**INFORMATION SHOWN:**
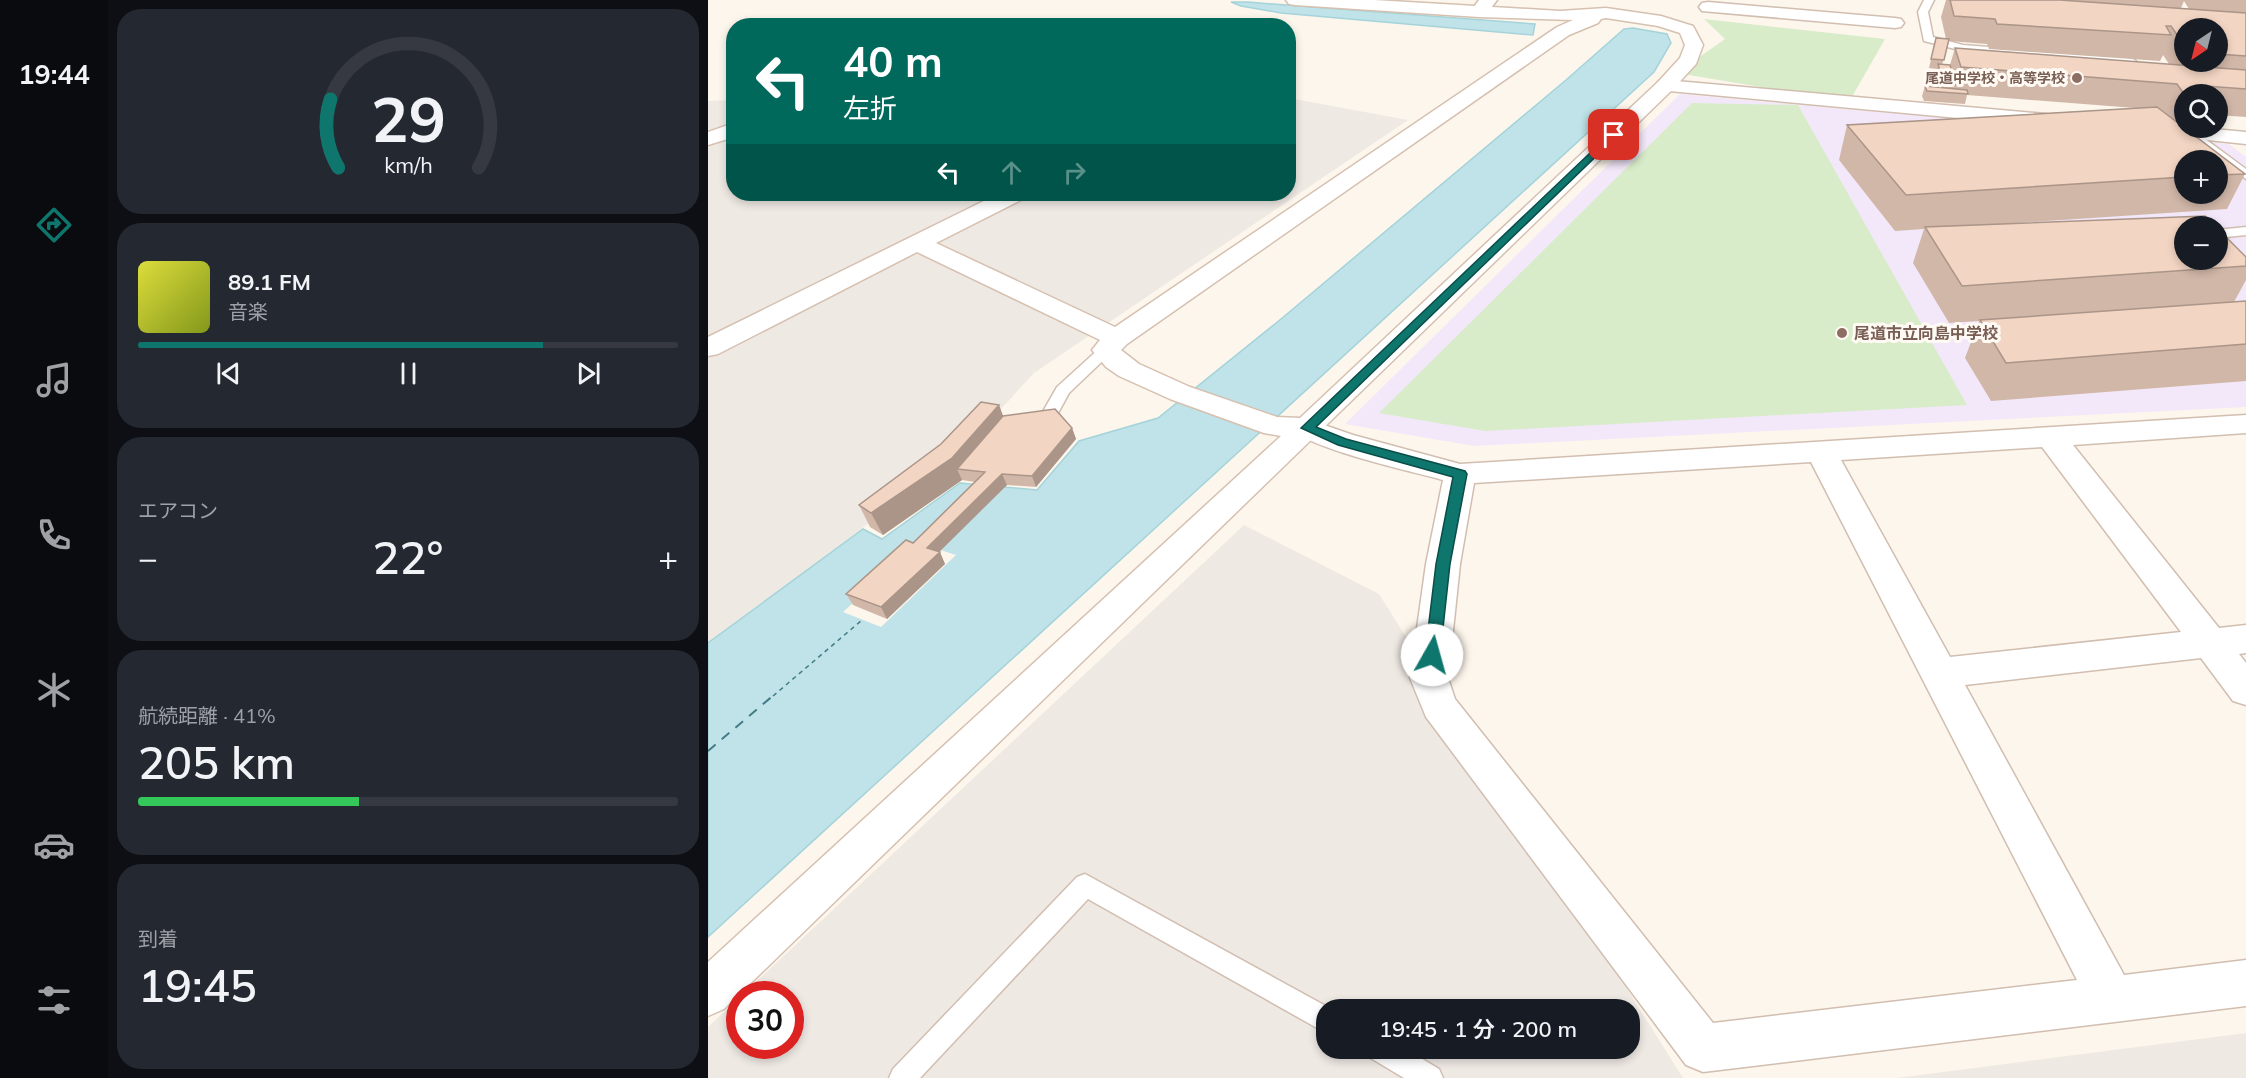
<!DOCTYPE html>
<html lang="ja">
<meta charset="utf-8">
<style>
body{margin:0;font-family:Mulish,"Noto Sans JP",sans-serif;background:#242831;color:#f1f3f6;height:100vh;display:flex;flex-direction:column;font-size:22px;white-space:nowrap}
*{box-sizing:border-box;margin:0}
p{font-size:20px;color:#9ea1a6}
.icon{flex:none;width:33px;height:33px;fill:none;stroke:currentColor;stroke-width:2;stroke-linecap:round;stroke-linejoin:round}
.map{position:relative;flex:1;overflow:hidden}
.side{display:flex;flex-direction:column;gap:9px;padding:9px;background:#0d0f14;width:600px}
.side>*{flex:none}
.guide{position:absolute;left:18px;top:18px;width:570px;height:183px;border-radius:24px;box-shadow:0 3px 9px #0003;background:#00695c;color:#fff;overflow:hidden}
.needle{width:39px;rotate:215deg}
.buttons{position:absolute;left:1466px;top:18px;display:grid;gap:12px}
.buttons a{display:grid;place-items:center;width:54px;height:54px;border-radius:50%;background:#171b24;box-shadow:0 3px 9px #0003;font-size:30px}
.speed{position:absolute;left:18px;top:981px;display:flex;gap:12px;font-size:30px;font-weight:700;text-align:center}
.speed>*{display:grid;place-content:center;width:78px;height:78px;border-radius:50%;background:#171b24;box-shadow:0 3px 9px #0003;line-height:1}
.speed .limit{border:9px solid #d22;background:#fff;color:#111}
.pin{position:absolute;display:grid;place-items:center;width:51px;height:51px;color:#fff;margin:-26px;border-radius:12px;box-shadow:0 3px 9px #0006}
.me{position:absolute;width:66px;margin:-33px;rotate:7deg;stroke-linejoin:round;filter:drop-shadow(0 0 4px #0008)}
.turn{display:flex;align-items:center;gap:21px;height:126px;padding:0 18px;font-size:27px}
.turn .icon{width:78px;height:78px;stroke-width:2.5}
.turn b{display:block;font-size:42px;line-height:51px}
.lanes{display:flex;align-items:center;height:57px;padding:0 18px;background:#0003;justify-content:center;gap:30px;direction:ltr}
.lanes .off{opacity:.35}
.big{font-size:45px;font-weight:600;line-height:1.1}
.side .tile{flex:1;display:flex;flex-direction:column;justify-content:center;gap:9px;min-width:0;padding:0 21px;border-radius:24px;background:#242831}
.side .dial{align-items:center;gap:0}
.dial svg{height:156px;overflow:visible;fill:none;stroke:#363941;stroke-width:7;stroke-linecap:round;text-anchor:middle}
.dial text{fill:#f1f3f6;stroke:none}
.song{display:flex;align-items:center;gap:18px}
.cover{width:72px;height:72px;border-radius:9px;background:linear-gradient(135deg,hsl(60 70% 55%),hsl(70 70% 35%))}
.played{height:6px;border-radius:3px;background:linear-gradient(90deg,#0f766e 75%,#363941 75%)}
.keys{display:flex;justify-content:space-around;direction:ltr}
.heat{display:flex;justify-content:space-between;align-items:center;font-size:33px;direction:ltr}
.charge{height:9px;border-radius:4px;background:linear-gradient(90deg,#34c759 41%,#363941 0)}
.trip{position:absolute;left:608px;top:999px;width:324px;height:60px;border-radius:24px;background:#171b24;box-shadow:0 3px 9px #0003;font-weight:600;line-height:60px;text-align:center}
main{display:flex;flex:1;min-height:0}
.menu{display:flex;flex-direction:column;width:108px;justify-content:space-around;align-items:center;background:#090b0e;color:#9ea1a6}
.menu .icon{width:42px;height:42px}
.menu .on{color:#0f766e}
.menu b{font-size:27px;color:#f1f3f6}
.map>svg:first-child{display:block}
.industrial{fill:#efe9e4;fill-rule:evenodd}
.education{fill:#f3e8fa;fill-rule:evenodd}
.green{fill:#d8ecc9}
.water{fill:#bfe3e8;stroke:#a5d3da;stroke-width:1.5}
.pier{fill:#fdf6ec}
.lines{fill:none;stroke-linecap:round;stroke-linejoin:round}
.ferry-far1{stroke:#437c86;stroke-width:1.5;stroke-dasharray:4.5 4;stroke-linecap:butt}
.ferry{stroke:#437c86;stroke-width:2;stroke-dasharray:10 8;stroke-linecap:butt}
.lane-casing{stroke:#d1beb0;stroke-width:3}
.street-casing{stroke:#d1beb0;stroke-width:3}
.secondary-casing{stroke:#d6c0b0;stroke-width:3}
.lane{fill:#fff;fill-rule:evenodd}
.street{fill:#fff;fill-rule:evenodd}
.secondary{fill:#fff;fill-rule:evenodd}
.wall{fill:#d1b7a8;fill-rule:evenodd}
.shaded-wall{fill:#aa9588}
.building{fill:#f3d5c3;stroke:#aa9588;stroke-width:1.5}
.route{fill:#0f766e;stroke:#0a4d48;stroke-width:1.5}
.education-dot{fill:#8d6e63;stroke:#fffaf3;stroke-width:2}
.labels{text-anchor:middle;stroke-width:6;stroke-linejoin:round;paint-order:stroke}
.far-education-label{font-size:14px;font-weight:bold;fill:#785e54;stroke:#fffaf3;text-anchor:end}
.education-label{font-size:16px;font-weight:bold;fill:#785e54;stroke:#fffaf3;text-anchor:start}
</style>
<main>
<nav class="menu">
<b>19:44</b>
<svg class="icon on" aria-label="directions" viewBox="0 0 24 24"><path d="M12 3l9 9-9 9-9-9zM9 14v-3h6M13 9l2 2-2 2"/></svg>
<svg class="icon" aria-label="music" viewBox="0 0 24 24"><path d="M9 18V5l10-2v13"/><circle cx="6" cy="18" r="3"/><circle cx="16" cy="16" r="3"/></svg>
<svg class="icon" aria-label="phone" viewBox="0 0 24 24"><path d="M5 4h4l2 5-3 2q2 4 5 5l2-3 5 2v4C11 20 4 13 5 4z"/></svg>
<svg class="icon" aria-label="climate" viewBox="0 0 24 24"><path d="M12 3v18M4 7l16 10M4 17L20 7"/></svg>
<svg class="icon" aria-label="car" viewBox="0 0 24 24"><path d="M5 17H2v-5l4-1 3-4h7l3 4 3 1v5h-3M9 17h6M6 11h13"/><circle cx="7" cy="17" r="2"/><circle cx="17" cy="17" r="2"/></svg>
<svg class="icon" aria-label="filters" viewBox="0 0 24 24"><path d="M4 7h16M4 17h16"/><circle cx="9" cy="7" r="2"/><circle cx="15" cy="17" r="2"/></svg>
</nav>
<section class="side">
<div class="tile dial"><svg viewBox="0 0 100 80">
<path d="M14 69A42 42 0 1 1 86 69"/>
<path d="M14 69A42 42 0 0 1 10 34" stroke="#0f766e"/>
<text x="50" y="56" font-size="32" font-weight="700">29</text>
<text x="50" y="72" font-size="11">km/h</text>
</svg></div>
<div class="tile">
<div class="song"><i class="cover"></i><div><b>89.1 FM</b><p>音楽</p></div></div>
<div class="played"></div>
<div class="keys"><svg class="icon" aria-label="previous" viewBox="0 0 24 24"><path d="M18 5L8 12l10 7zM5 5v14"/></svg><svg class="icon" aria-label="pause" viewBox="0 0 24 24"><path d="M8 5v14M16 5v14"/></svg><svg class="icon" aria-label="next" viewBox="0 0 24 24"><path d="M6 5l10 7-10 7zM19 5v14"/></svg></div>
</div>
<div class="tile"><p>エアコン</p>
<div class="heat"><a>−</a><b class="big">22°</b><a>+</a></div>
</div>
<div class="tile"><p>航続距離 · 41%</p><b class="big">205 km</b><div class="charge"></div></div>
<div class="tile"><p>到着</p><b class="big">19:45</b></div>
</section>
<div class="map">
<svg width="1538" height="1078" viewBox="0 0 1538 1078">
<rect width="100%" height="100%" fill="#fdf6ec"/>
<path class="industrial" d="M581,98L700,120L326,373L248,458L0,643V101L25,100L26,194H580Z
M536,525L671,594L975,1078H0V1027L31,998L32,1046H82V994H35ZM618,1010H921V1048H618Z
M1538,1033V1078H1189Z"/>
<path class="education" d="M972,94L1521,144L1538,157V407L766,446L637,424ZM1476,160H1509V194H1476ZM1476,226H1509V260H1476Z"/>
<path class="green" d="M996,19L1177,39L1141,102L969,73L1017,39Z
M984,103L1090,105L1259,405L777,431L671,413Z"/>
<path class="water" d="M523,2H539L827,24L825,35L573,13L533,6Z
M925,28L959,34L963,43L946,72L0,937V643L155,529L174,539L252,483L329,490L371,441L450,418L573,319L858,80L916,29Z"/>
<path class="pier" d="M211,543L248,555L173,627L135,612Z"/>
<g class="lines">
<path class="ferry-far1" d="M65,696L154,620"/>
<path class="ferry" d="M0,751L67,694"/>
<g class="lane-casing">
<path id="lane" d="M1216,0H1226L1220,12L1225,37L1255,45L1423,58L1428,61L1423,64L1255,51L1216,41L1210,12Z
M1485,130L1538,169V179L1481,135V131Z
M1538,227V235L1509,238V230Z
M398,346L403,347L405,350L403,353L361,393L343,426H331L329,422L349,387L393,347Z
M377,874L625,1010H618V1033L380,899L212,1078H181L185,1069L369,877Z
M657,1048H696L731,1069L735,1078H696L661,1057Z"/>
</g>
<g class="street-casing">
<path id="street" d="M771,0H789L777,16H765L762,12Z
M1000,2L1187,18L1193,19L1196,23L1193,27L1187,28L994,11L991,7L994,3Z
M957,80L1338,114L1345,116L1348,120L1345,124L1338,126L950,90L947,86L950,82Z
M1440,123L1538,132V144L1433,133L1430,129L1433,125Z
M1538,415V433L1365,445L1511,628L1538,625V653L1531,654L1538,663V705L1525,701L1493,658L1257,685L1416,975L1538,960V1006L995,1072L978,1065L718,717L702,678L718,564L735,480C707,472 597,448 584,428L588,421L599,419L645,435L752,464ZM1334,447L1473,632L1242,657L1133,460ZM1103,462L1369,980L1005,1023L747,699L740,678L752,564L766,483Z"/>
</g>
<g class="secondary-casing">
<path id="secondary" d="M578,0H666L852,11L898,8L953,16L985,26L995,45L988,64L964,90L16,1009L0,1016V962L573,436L556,433L462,399L411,376L398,367L384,350L392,340L209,252L10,354L0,356V337L290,194H318L315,199L228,243L407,327L849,27L865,20L771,17L587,5L581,4ZM898,18L950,26L972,33L977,45L972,58L950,82L592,418L569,417L482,387L431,364L413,350L419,344L861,35L890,23L893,19Z
M26,123V137L0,145V132Z"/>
</g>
<use href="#lane" class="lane"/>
<use href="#street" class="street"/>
<use href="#secondary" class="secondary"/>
</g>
<path class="wall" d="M1238,0H1538V117L1509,115V94H1476V123L1470,122L1537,174L1519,209L1308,223L1538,257V280L1526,302L1538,301V381L1283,401L1257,358L1271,321L1241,323L1205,263L1216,229L1187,231L1131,160L1139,125L1427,108L1259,95L1257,104L1216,101L1214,96L1217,86L1231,87L1227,74L1229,69L1221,68L1228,38L1238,39L1233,17ZM1476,1L1481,9L1473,8ZM1476,28H1509V62H1476ZM1241,41L1279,44L1281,49L1452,61L1455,55L1461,64L1247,48L1242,65H1234ZM1476,160H1509V194H1476Z
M291,405L295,416L364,428L368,439L328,487L299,485L231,552L237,564L179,619L145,605L138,594L205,543L267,482L254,480L175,535L162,527L151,505Z"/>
<path class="shaded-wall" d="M291,405L299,427L249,469L254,480L175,535L163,513Z
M364,428L368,439L328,487L324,476Z
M294,474L299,485L224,559L219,548Z
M232,552L237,564L179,619L173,607Z"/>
<path class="building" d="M1242,0H1352L1538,13V56L1509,54V28H1476V45L1463,26H1458L1463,35L1289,24L1287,19L1246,16Z
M1228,38L1241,39L1236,60L1223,59Z
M1247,48L1538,70V89L1498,86L1503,94H1476L1469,84L1253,67Z
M1230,64L1242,65L1248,85L1236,83Z
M1217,86L1259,90L1260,94L1219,91Z
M1449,107L1537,174L1509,175V160H1476V177L1198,195L1139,125Z
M1497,216L1507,226H1476V260H1509V228L1538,257V266L1254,286L1217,227Z
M1538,301V344L1298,363L1272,320Z
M273,402L291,405L244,458L163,513L151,505L233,444Z
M347,409L364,428L324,476L294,474L219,548L232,552L173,607L138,594L198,540L205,543L277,472L249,469L295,416Z"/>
<path class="route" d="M903,133L910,135L608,427L638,439L757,471L759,474L742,564L732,655L730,659H719L717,655L728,564L745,477L630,445L593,428Z"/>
<g class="education-dot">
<circle cx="1369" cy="78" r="6"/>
<circle cx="1134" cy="333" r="6"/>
</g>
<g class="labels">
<g class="far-education-label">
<text x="1357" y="83">尾道中学校・高等学校</text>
</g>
<g class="education-label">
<text x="1146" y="339">尾道市立向島中学校</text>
</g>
</g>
</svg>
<div class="buttons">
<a><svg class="needle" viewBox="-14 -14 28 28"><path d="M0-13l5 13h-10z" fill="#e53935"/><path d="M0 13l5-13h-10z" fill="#9ea1a6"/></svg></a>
<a><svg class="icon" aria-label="search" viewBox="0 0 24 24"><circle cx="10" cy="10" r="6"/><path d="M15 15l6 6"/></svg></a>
<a>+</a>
<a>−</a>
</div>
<div class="speed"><div class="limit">30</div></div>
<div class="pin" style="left:906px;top:135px;background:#d93025"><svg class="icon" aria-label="arrive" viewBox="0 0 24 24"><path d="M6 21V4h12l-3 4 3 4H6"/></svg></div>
<svg class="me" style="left:724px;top:655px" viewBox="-20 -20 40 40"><circle r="19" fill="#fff"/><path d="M0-13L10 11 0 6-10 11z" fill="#0f766e"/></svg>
<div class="trip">19:45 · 1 分 · 200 m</div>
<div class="guide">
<div class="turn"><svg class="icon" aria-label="left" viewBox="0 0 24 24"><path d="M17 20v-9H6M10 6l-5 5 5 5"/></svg><div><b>40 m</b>左折</div></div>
<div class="lanes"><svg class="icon" aria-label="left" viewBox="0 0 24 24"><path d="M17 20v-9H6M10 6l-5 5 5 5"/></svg><svg class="icon off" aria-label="ahead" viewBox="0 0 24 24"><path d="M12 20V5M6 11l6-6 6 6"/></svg><svg class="icon off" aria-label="right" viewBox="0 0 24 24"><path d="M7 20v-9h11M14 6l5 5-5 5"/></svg></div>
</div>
</div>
</main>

**TASK TO CARRY OUT:**
The records are given above. Copy each line in them that holds "cover".

**RESPONSE TO THIS EXERCISE:**
.cover{width:72px;height:72px;border-radius:9px;background:linear-gradient(135deg,hsl(60 70% 55%),hsl(70 70% 35%))}
<div class="song"><i class="cover"></i><div><b>89.1 FM</b><p>音楽</p></div></div>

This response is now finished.